Expropriating the petty bourgeoisie

Hugh Rodwell m-14970 at mailbox.swipnet.se
Sat Jun 1 13:00:32 MDT 1996


>On Fri, 31 May 1996, Hugh Rodwell wrote:
>
>>
>> I think that's where we're headed actually, and what poetic justice it will
>> be! The troika of Adolfo, Louis and Rahul, all gung-ho to institutionalize
>> and theoretically justify the small exploiter (*only* ten wage slaves) and
>> his right to keep exploiting.

Louis goes ballistic:

>This is slanderous bullshit.

and then two lines later admits my criticism was right:

>I am absolutely dead-set opposed to
>expropriating the petty-bourgeosie.

He goes on to show he understands nothing of the debates on the NEP and its
dangers, especially the Kulak problem where petty bourgeois exploitation
was in fact *generating* the conditions for explosive competition from
blind commodity production that threatened to overwhelm the still fragile
state sector. He writes:

>I don't know where Hugh got this
>stupid notion from but no serious Marxist ever put forward a position like
>this.

It has been the strategic goal of all serious Marxists.
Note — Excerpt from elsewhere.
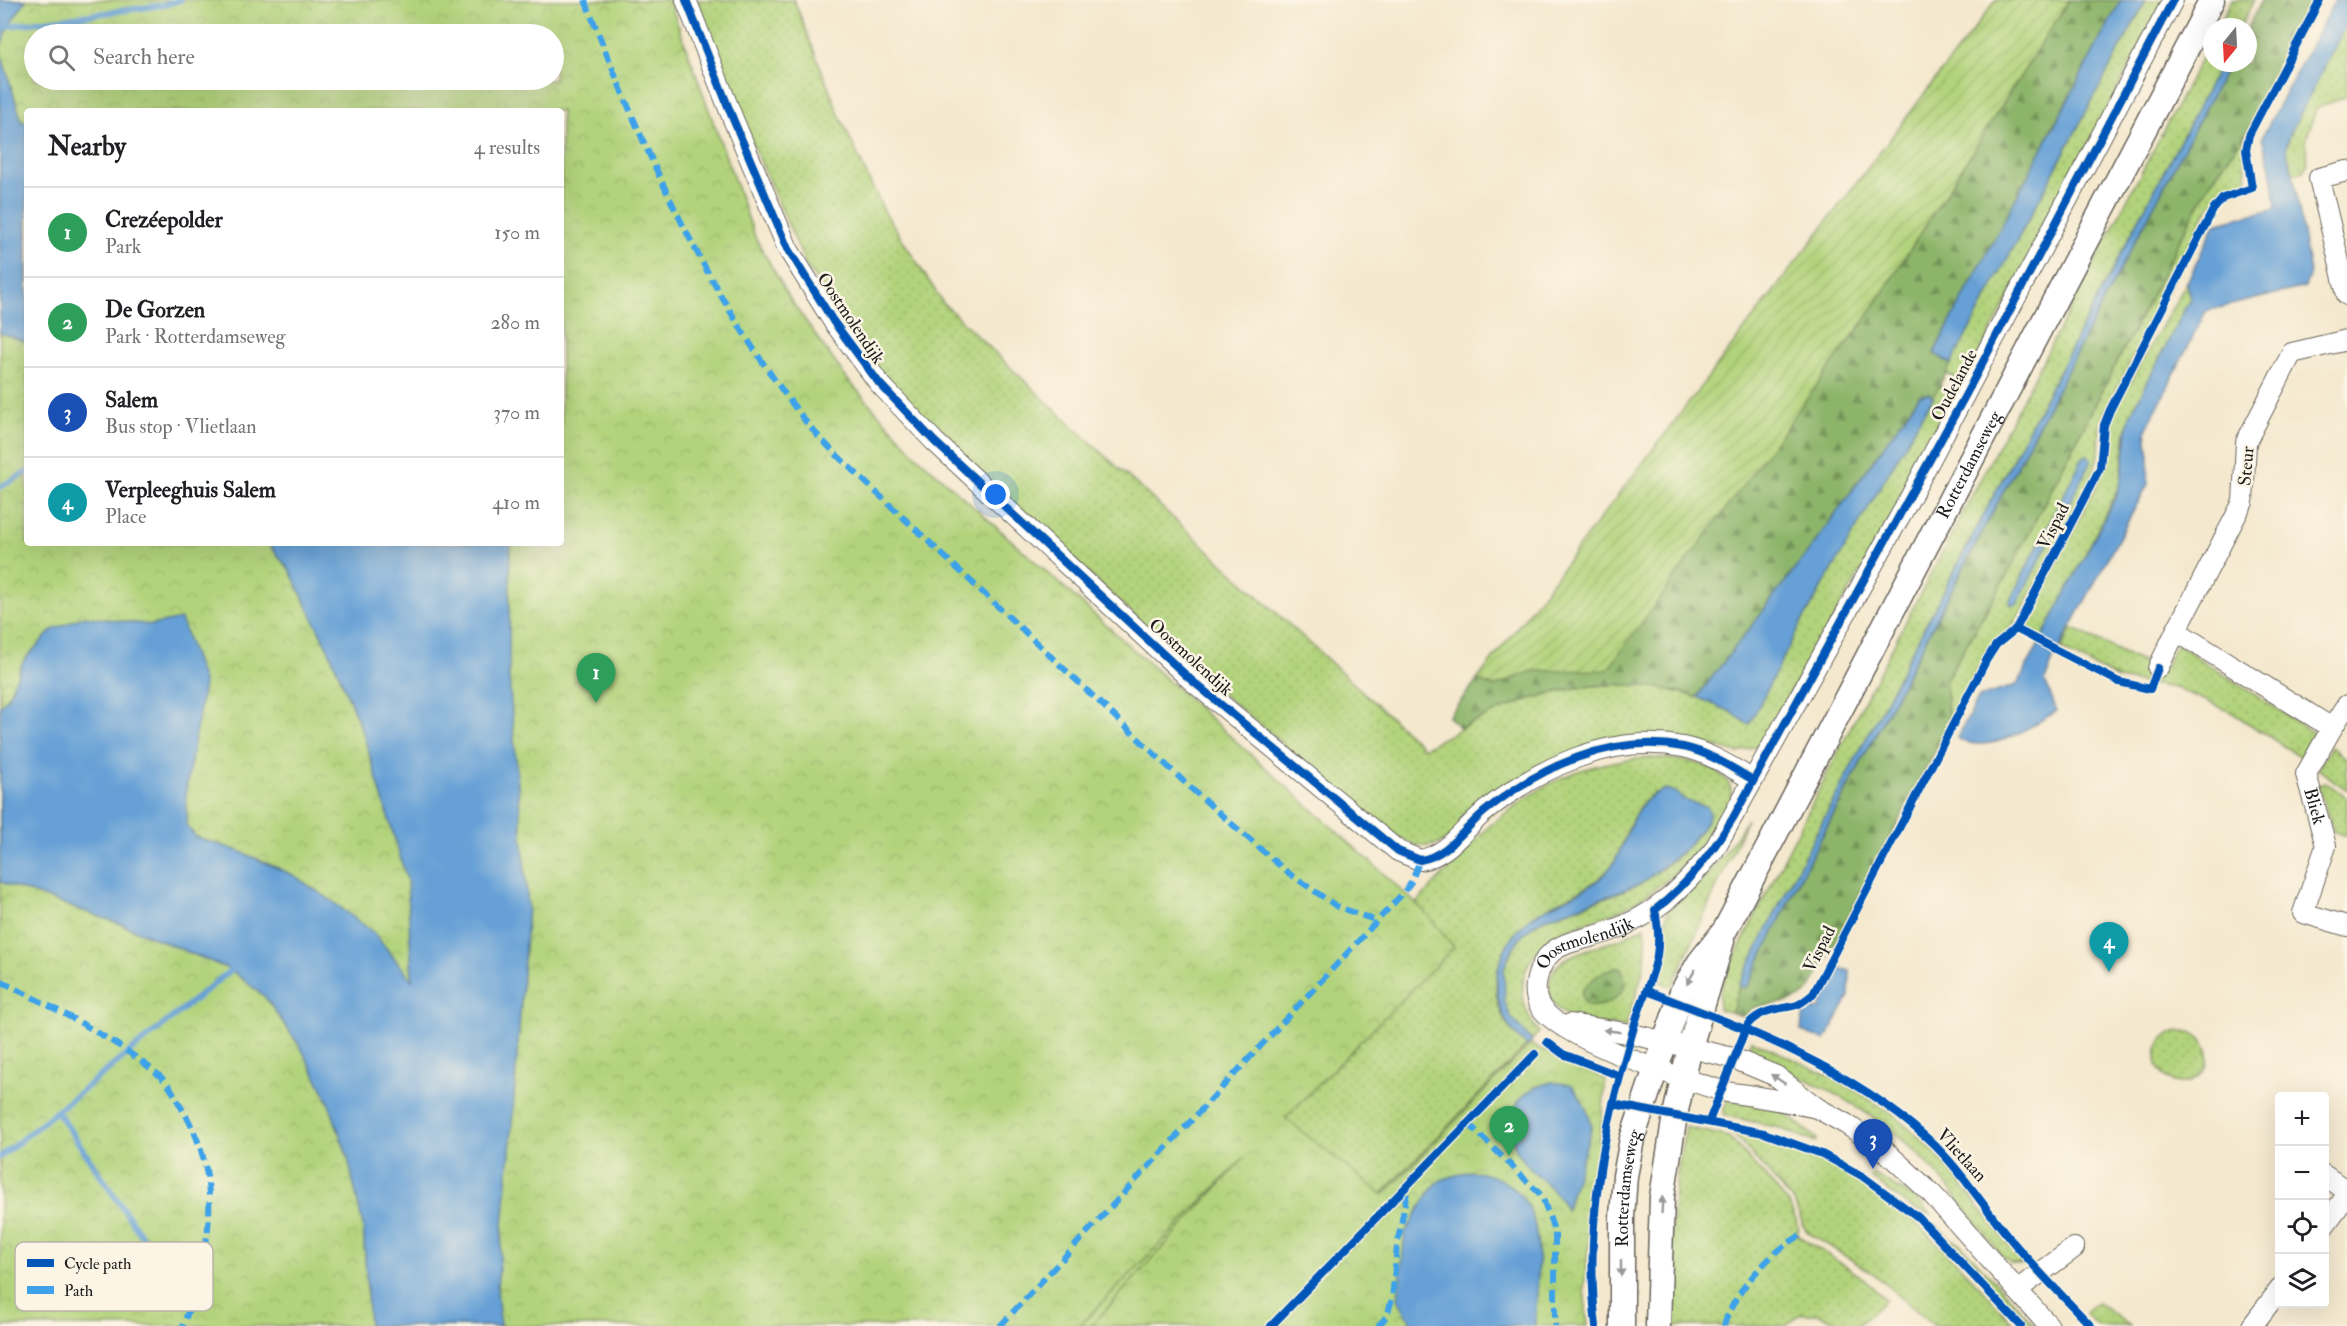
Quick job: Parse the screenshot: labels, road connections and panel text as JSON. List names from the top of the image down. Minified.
{"streets":{"main road":["Rotterdamseweg"],"street":["Oostmolendijk","Oudelande","Steur","Bliek"],"cycle path":["Vispad","Vlietlaan"]},"crossings":[["Oostmolendijk","Oudelande"],["Oostmolendijk","Rotterdamseweg"]],"legend":["Cycle path","Path"],"north":"bottom","page":{"search":"Search here","heading":["Nearby","4 results"],"list":[{"mark":"1","name":"Crezéepolder","note":"Park","value":"150 m"},{"mark":"2","name":"De Gorzen","note":"Park · Rotterdamseweg","value":"280 m"},{"mark":"3","name":"Salem","note":"Bus stop · Vlietlaan","value":"370 m"},{"mark":"4","name":"Verpleeghuis Salem","note":"Place","value":"410 m"}],"pins":["1","4","2","3"],"map_buttons":["+","−"]}}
No capitalist
relations, not even small ones, are compatible with a socialist mode of
production. If, for tactical reasons, some *small* (well below ten
wage-slaves, I'd guess) exploiters might be tolerated for a period, this is
precisely *temporary toleration*, not a programmatic principle for the new
society. It would be one of the initial contradictions of the dictatorship
of the proletariat.

Owner-producers, such as small peasants working their own plots of land and
exploiting themselves and their families and very few others, have an
exceptional position, because

a) they are more often exploited themselves, by usurers or tax-gatherers,
than they exploit others

and

b) they usually side with the proletariat when it shapes up for a
revolutionary overthrow of the big exploiters and usurers.

I've mentioned before that simply wiping out the debts of this group would
have them on your side. Then it's up to a healthy development of
cooperative production to draw them into more socialized relations on a
voluntary basis.


>It is the commanding heights of the economy that proletarian
>revolution aims at, not the shop on the corner. General Motors, not Gino's
>body-shop.

Quite, and on a *world scale*. And the reason is to remove *all*
expropriation and exploitation, not just that of the multinationals.
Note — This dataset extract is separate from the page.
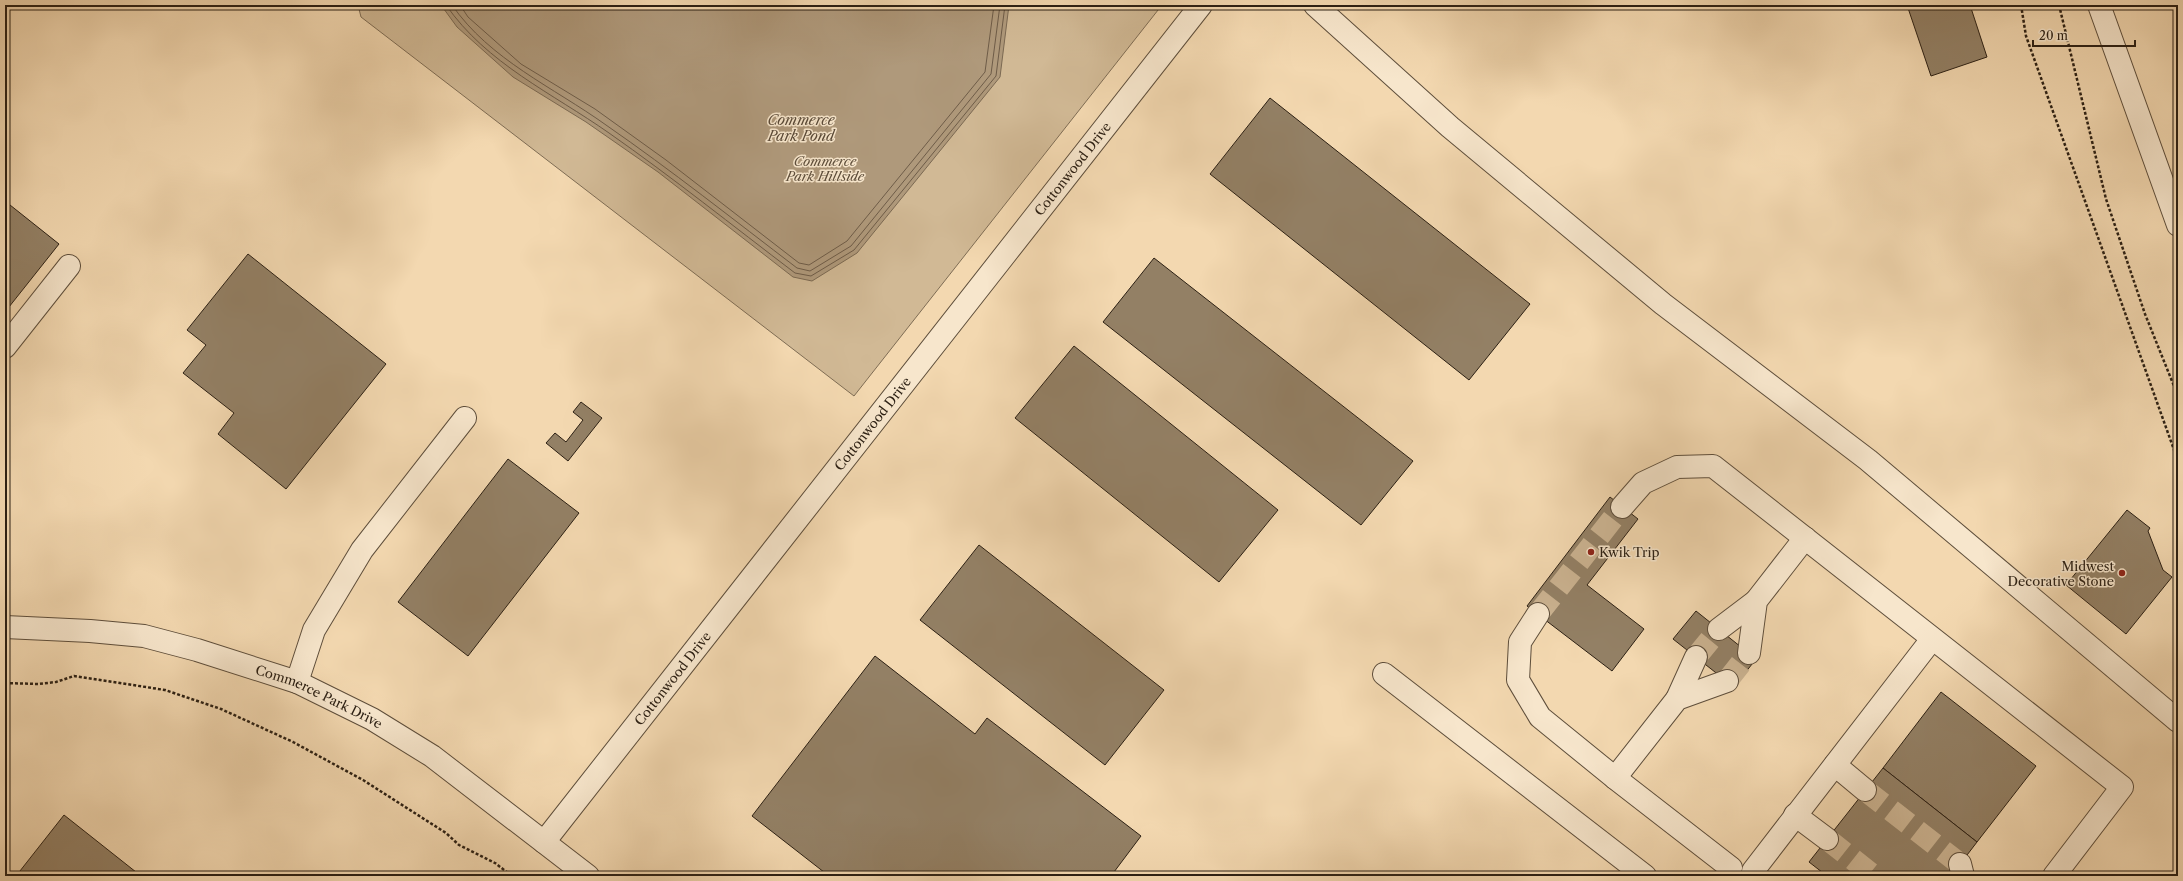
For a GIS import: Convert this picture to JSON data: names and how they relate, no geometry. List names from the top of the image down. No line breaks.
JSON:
{"streets":{"street":["Cottonwood Drive","Commerce Park Drive"]},"crossings":[["Cottonwood Drive","Commerce Park Drive"]],"water":["Commerce Park Pond"],"parks":["Commerce Park Hillside"],"places":["Kwik Trip","Midwest Decorative Stone"],"scale_bar":"20 m"}
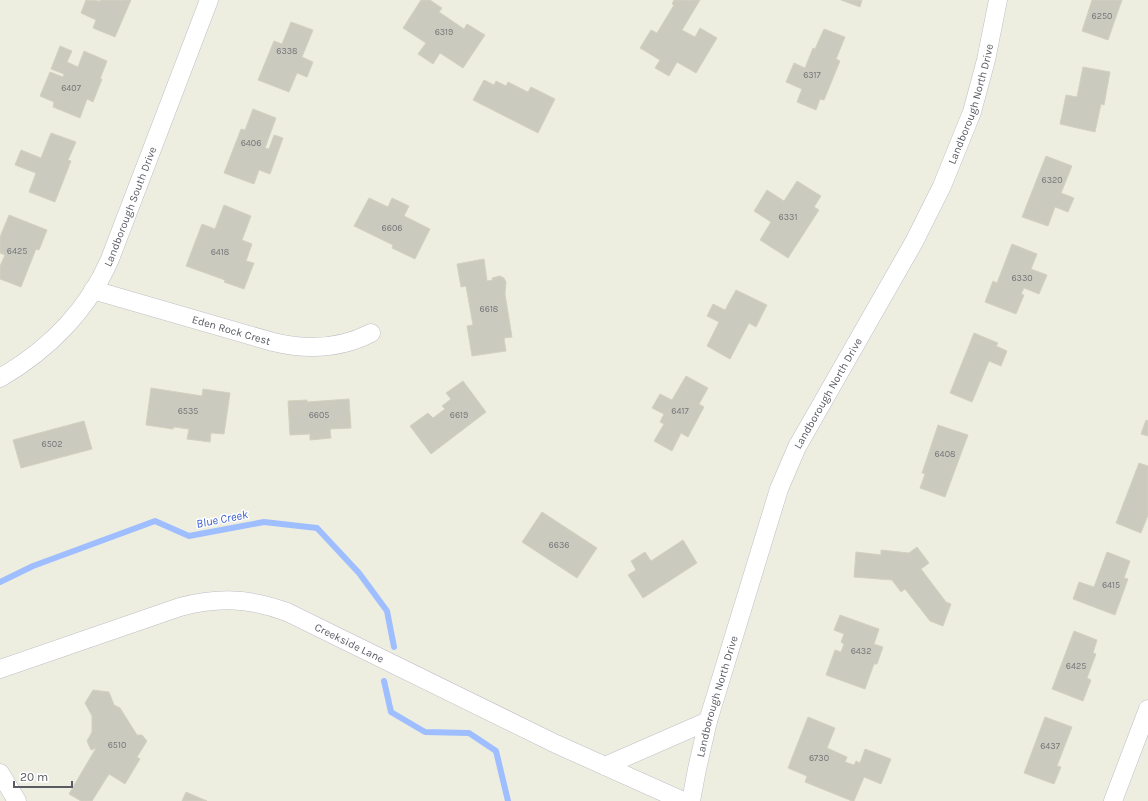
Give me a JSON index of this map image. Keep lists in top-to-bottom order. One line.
{"streets":{"street":["Landborough North Drive","Landborough South Drive","Eden Rock Crest","Creekside Lane"]},"crossings":[["Landborough South Drive","Eden Rock Crest"]],"water":["Blue Creek"],"house_numbers":["6250","6319","6338","6317","6407","6406","6320","6331","6606","6425","6418","6330","6618","6535","6417","6605","6619","6502","6408","6636","6415","6432","6425","6510","6437","6730"],"scale_bar":"20 m"}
Also, Doug's question remains:

>But what if the workers at Gino's band together to expropriate Gino?

You might have your own little inverted Kronstadt here (inverted because
with a view to maintaining capitalist relations of production, rather than
promoting socialist relations of production). If you're so 'dead set
against expropriating the petty bourgeoisie' -- and I'm sure you are --
you'll be siding with the exploiters against the workers. And they'll
really appreciate your solidarity for what it is...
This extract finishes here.